Mechanical and rheological properties of polystyrene-block-polybutadiene-block-polystyrene copolymer reinforced with carbon nanotubes: effect of processing conditions

2.1 Materials

The materials used in this work were:

• Styrene-b-butadiene-b-styrene copolymer (SBS), with styrene content at 30 wt%, purchased by Sigma-Aldrich (Saint-Louis, MO, USA). The main properties of used SBS are listed in Table 1.

• Bare multiwalled CNTs, purchased by Cheap Tubes (Grafton, VT, USA); main properties: OD=120÷180 nm, ID=10÷20 nm, L=10÷20 μm, purity >95 wt%, ash <1.5 wt%, specific surface area SSA >40 m²/g, and electrical conductivity EC>10⁻² S/cm.

• Multiwalled CNTs containing ~1 wt% of covalently linked –COOH groups (COOH–CNTs), purchased by Cheap Tubes, USA; main properties: outer diameter OD=120÷180 nm, inner diameter ID=10÷20 nm, length L=10÷20 μm, purity >95 wt%, ash <1.5 wt%, specific surface area SSA >60 m²/g, and electrical conductivity EC >10⁻² S/cm.

2.2 Processing

The preparation of SBS/CNTs and SBS/COOH–CNTs nanocomposites was carried out using a Brabender mixer (Duisburg, Germany) at three different temperatures, particularly at 120°C, 150°C and 180°C, and 50 rpm for 5 min. In order to evaluate the effect of the mixing speed, the nanocomposite SBS/COOH–CNTs obtained at 180°C was prepared at two different processing speeds, namely 50 and 100 rpm. The nanotubes were added at 3 wt% into the melted matrix after 2 min of processing. The chosen CNTs content ensures significant improvement of mechanical properties, avoiding re-aggregation phenomena of CNTs. The pristine SBS copolymer was subjected to the same processing.

The SBS and SBS-based nanocomposite specimens used for different characterizations were prepared by a compression molding step, using a Carver Press (Wabash, IN, USA) at the same processing temperature, for 5 min, under a pressure of about 30 MPa.

2.3 Characterizations

Rheological tests were performed using a strain-controlled rheometer (mod. ARES G2 by TA Instrument, New Castle, DE, USA) in parallel plate geometry (plate diameter 25 mm). The complex viscosity (η*) and storage (G′) and loss (G″) moduli were measured performing frequency scans from ω=10⁻² to 10² rad/s at same processing temperatures. The strain amplitude was γ=2%, which preliminary strain sweep experiments proved to be low enough to be in the linear viscoelastic regime.

Mechanical tests of the samples were carried out using a universal Instron machine (model 3365, High Wycombe, UK), according to ASTM D882 (crosshead speed of 100 mm/min). The average values for elongation at break, EB, and for elastic modulus, E, were calculated and the standard deviation is reported in the figures.

Dynamic mechanical thermal analysis (DMTA) was performed using a Rheometrics DMTA V instrument (Piscataway, NJ, USA) in round shear sandwich mode. The tests have been carried out using a temperature sweep method, between 30°C and 140°C at a heating rate of 5°C/min.
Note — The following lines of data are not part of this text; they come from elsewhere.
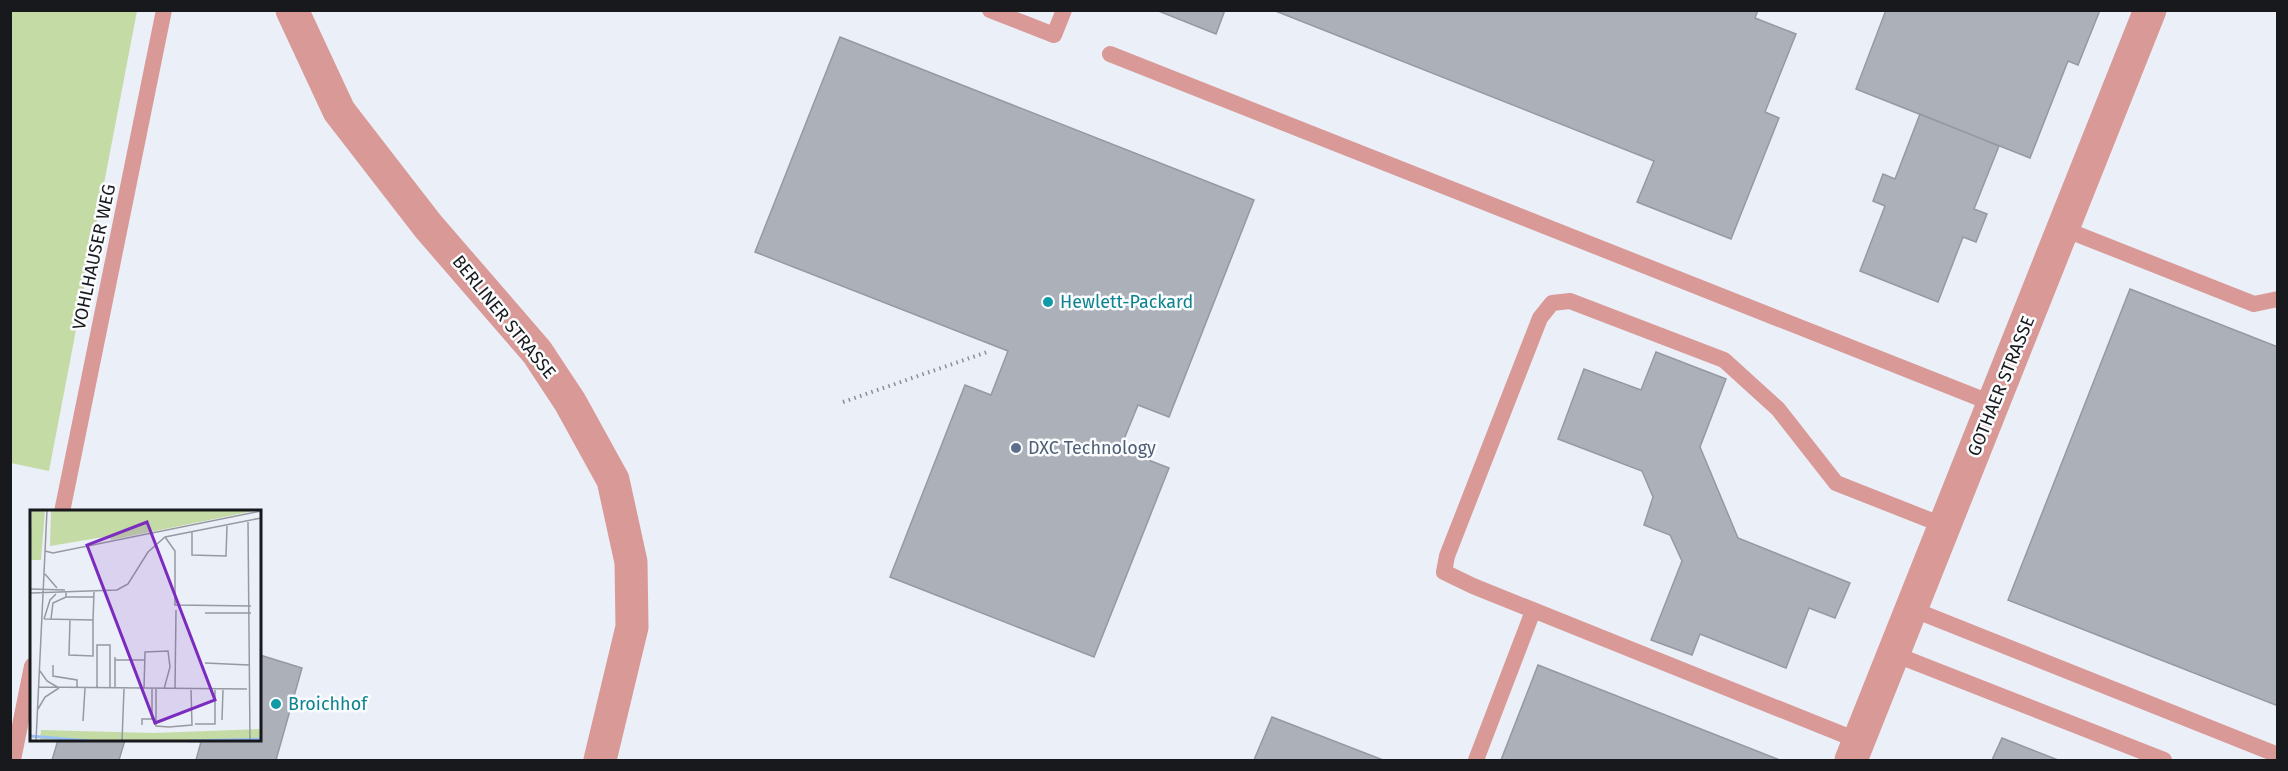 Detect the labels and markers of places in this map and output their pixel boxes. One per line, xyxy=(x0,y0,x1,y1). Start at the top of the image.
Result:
place label: Hewlett-Packard xyxy=(1060,291,1193,313)
marker: Hewlett-Packard xyxy=(1041,295,1055,309)
place label: DXC Technology xyxy=(1028,437,1156,459)
marker: DXC Technology xyxy=(1009,441,1023,455)
place label: Broichhof xyxy=(288,693,369,715)
marker: Broichhof xyxy=(269,697,283,711)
The frequency was set to 1 Hz and the maximum strain amplitude was 2%. The storage modulus (G′) and the damping factor (tan δ) as a function of the temperature have been recorded.
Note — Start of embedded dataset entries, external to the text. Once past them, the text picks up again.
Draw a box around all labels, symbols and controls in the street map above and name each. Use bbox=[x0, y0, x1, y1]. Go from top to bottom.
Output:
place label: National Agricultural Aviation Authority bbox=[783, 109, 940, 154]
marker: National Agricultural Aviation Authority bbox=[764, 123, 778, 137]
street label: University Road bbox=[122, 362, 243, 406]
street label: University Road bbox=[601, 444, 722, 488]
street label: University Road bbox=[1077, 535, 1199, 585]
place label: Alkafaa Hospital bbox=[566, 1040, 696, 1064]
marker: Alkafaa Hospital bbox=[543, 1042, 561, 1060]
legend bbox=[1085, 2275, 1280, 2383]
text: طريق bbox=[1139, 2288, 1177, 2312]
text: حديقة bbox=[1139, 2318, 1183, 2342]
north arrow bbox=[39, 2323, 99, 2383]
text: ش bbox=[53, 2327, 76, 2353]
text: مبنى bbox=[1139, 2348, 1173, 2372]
Differential scanning calorimetry (DSC) was performed using a DSC 60 Shimadzu calorimeter (Kioto, Japan). All experiments were run with samples of about 10 mg in 40 μl sealed aluminum pans. The calorimetric scan (−110°C–105°C) was performed for each sample at a heating rate of 10°C/min.
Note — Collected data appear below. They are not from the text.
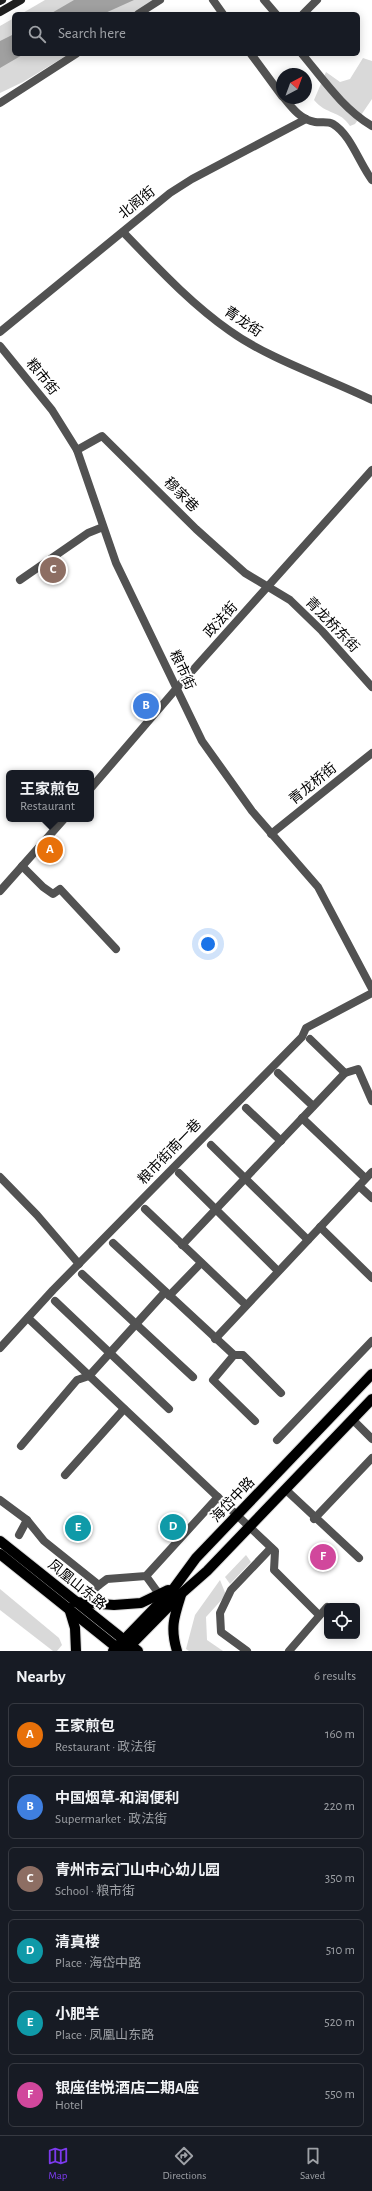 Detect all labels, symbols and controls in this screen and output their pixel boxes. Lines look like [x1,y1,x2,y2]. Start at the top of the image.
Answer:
search box [12,12,360,56]
icon: search [26,23,48,45]
text: Search here [58,26,126,41]
north arrow [276,68,312,104]
street label: 北阁街 [115,183,158,222]
street label: 青龙街 [222,303,265,340]
street label: 粮市街 [23,355,62,398]
street label: 穆家巷 [161,474,202,515]
pin: C [40,555,66,585]
street label: 青龙桥东街 [303,594,363,655]
street label: 政法街 [201,599,240,640]
street label: 粮市街 [167,647,199,692]
pin: B [133,691,159,721]
street label: 青龙桥街 [286,759,339,807]
popup [6,770,94,822]
text: 王家煎包 [20,782,80,797]
text: Restaurant [20,800,75,813]
pin: A [37,835,63,865]
your location [198,934,218,954]
street label: 粮市街南一巷 [134,1116,204,1187]
street label: 海岱中路 [208,1474,257,1525]
pin: D [160,1512,186,1542]
pin: E [65,1513,91,1543]
pin: F [310,1542,336,1572]
street label: 凤凰山东路 [45,1557,109,1612]
map controls [324,1603,360,1639]
button: locate [324,1603,360,1639]
text: Nearby [16,1668,66,1685]
text: 6 results [314,1670,356,1683]
text: 王家煎包 [55,1719,115,1734]
text: A [26,1728,34,1741]
text: 160 m [325,1728,355,1741]
text: Restaurant · 政法街 [55,1741,156,1754]
text: 中国烟草-和润便利 [55,1791,180,1806]
text: B [26,1800,34,1813]
text: 220 m [324,1800,355,1813]
text: Supermarket · 政法街 [55,1813,167,1826]
text: 青州市云门山中心幼儿园 [55,1863,220,1878]
text: C [27,1872,33,1885]
text: 350 m [325,1872,355,1885]
text: School · 粮市街 [55,1885,135,1898]
text: 清真楼 [55,1935,100,1950]
text: D [26,1944,34,1957]
text: 510 m [326,1944,355,1957]
text: Place · 海岱中路 [55,1957,141,1970]
text: 小肥羊 [55,2007,100,2022]
text: E [27,2016,33,2029]
text: 520 m [324,2016,355,2029]
text: Place · 凤凰山东路 [55,2029,154,2042]
text: 银座佳悦酒店二期A座 [55,2081,199,2096]
text: F [27,2088,33,2101]
text: 550 m [325,2088,355,2101]
text: Hotel [55,2099,83,2112]
tab: Map [47,2145,69,2182]
tab: Directions [162,2145,206,2182]
tab: Saved [300,2145,325,2182]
The dispersion of CNTs in SBS matrix has been evaluated through scanning electron microscopy (SEM) observations, performed on nitrogen-fractured radial surfaces of the investigated samples with a Philips ESEM XL30 microscope (Eindhoven, The Netherlands) and transmission electron microscopy (TEM) with a Jeol JEM-2100 (Akishima, Japan) at 200 kV, on ultrathin films with thickness of about 100 nm, prepared via cutting from specimens block with a Leica Ultramicrotome EMUC6.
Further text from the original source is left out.